→ Input data
* * * * * * * * *

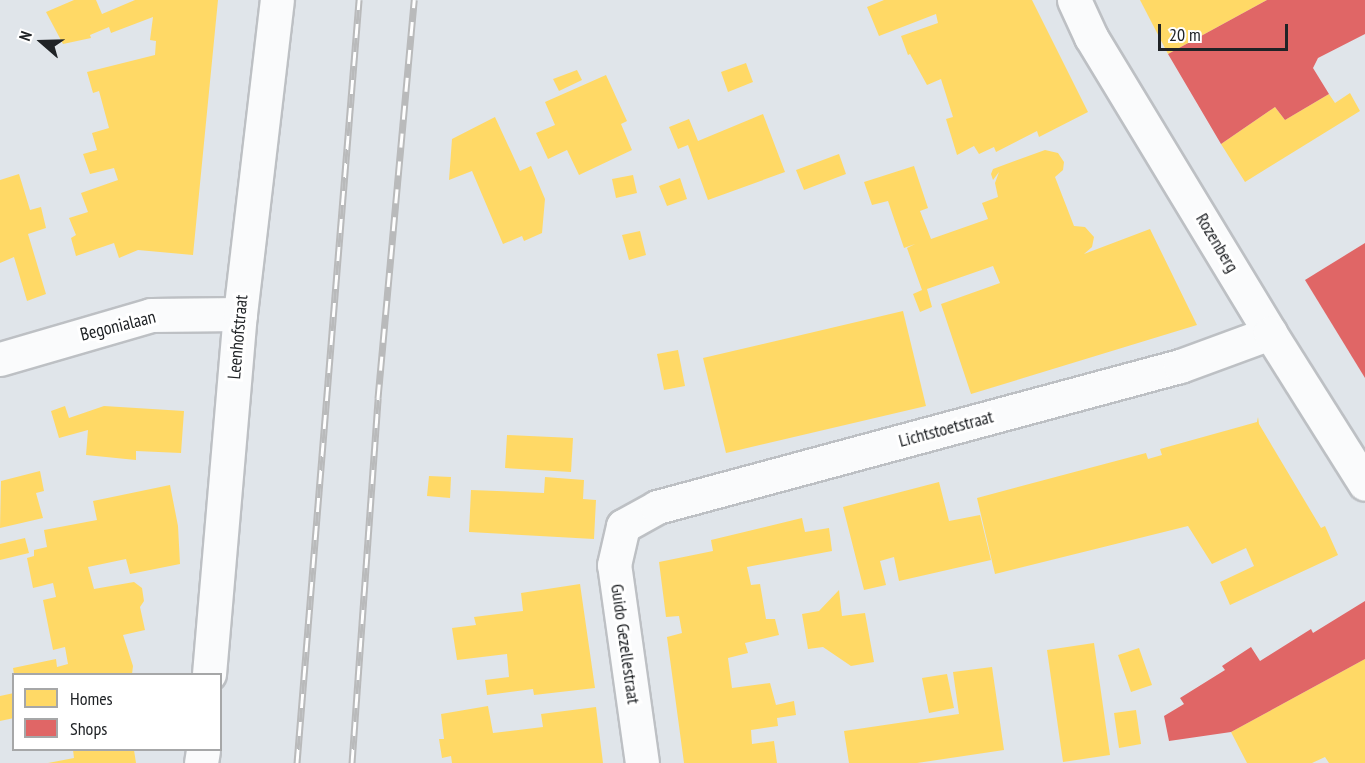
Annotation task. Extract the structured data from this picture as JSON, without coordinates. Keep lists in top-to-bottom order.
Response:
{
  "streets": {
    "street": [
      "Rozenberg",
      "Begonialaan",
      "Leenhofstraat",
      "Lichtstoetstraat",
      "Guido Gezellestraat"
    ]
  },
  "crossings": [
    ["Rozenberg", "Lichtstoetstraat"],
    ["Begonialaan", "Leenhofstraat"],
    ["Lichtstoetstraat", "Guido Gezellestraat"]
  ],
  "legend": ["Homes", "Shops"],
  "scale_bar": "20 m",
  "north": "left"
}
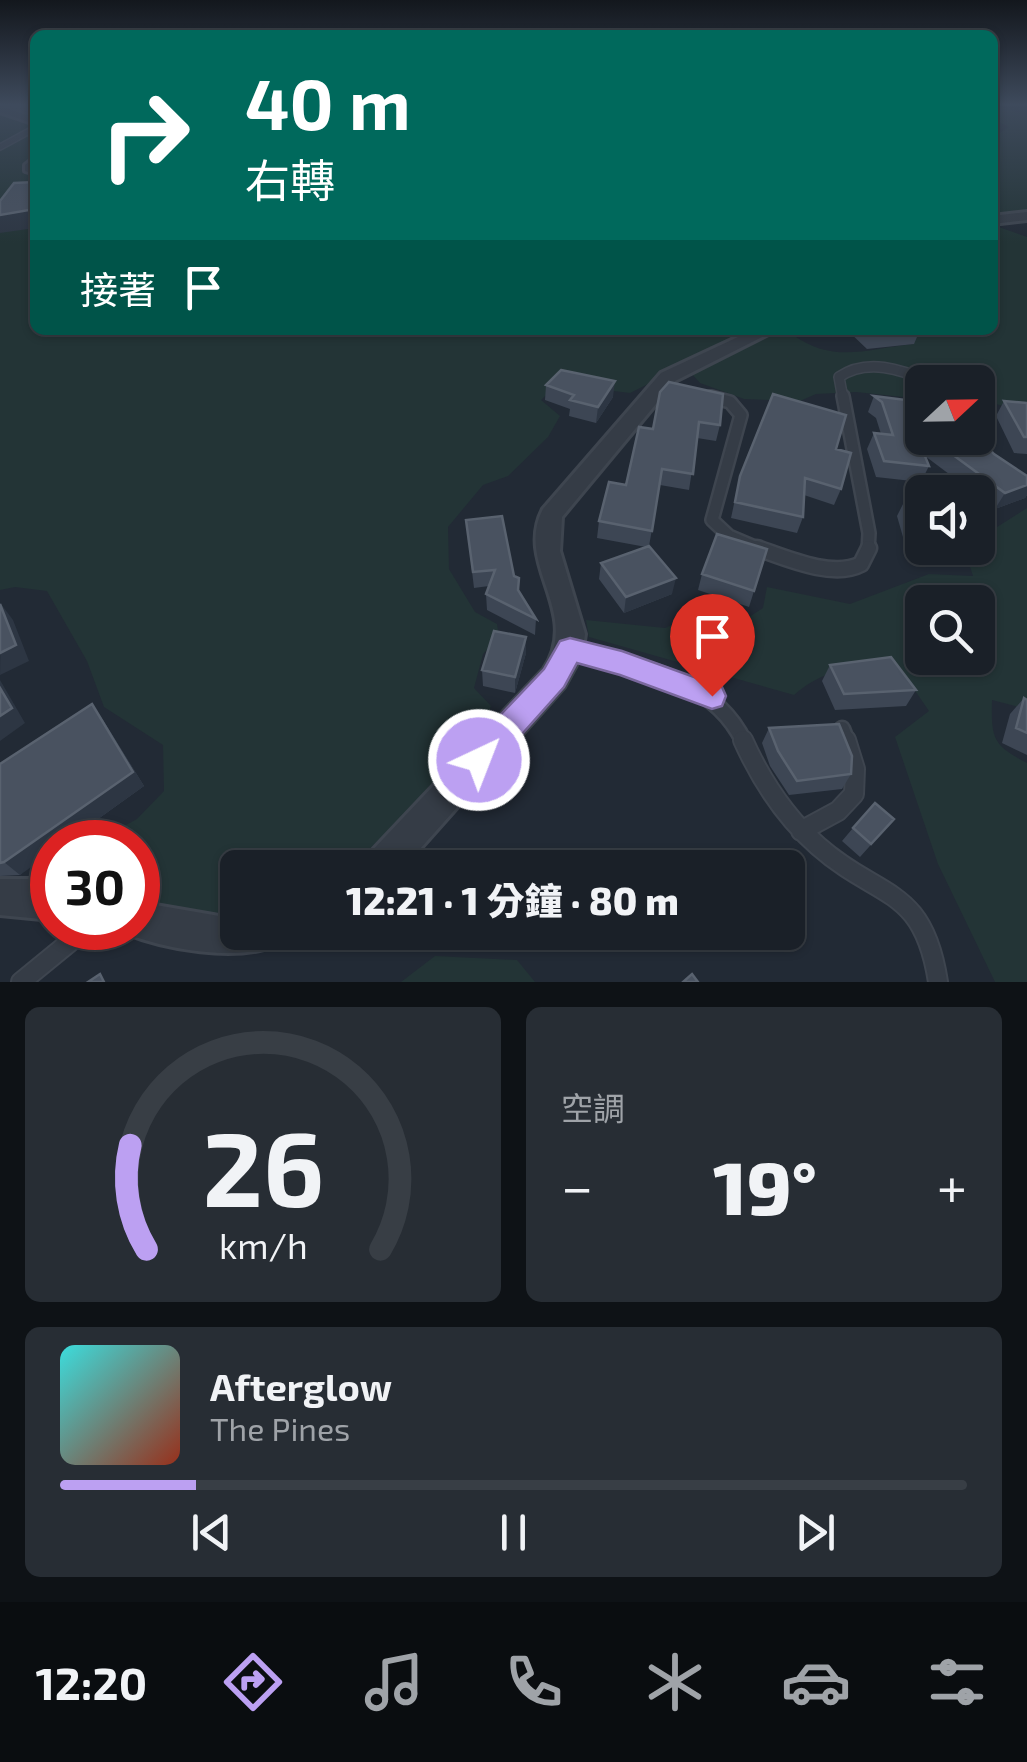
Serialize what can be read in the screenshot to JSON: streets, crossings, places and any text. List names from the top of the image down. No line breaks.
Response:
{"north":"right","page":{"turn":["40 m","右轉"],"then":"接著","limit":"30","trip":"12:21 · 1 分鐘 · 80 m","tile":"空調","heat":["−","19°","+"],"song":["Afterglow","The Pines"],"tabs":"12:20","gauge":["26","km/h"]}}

* * * * * * * * *

→ Directions for this task
Work through the records above. Copy every line with the string "JSON".

→ Exercise result
Annotation task. Extract the structured data from this picture as JSON, without coordinates. Keep lists in top-to-bottom order.
Serialize what can be read in the screenshot to JSON: streets, crossings, places and any text. List names from the top of the image down. No line breaks.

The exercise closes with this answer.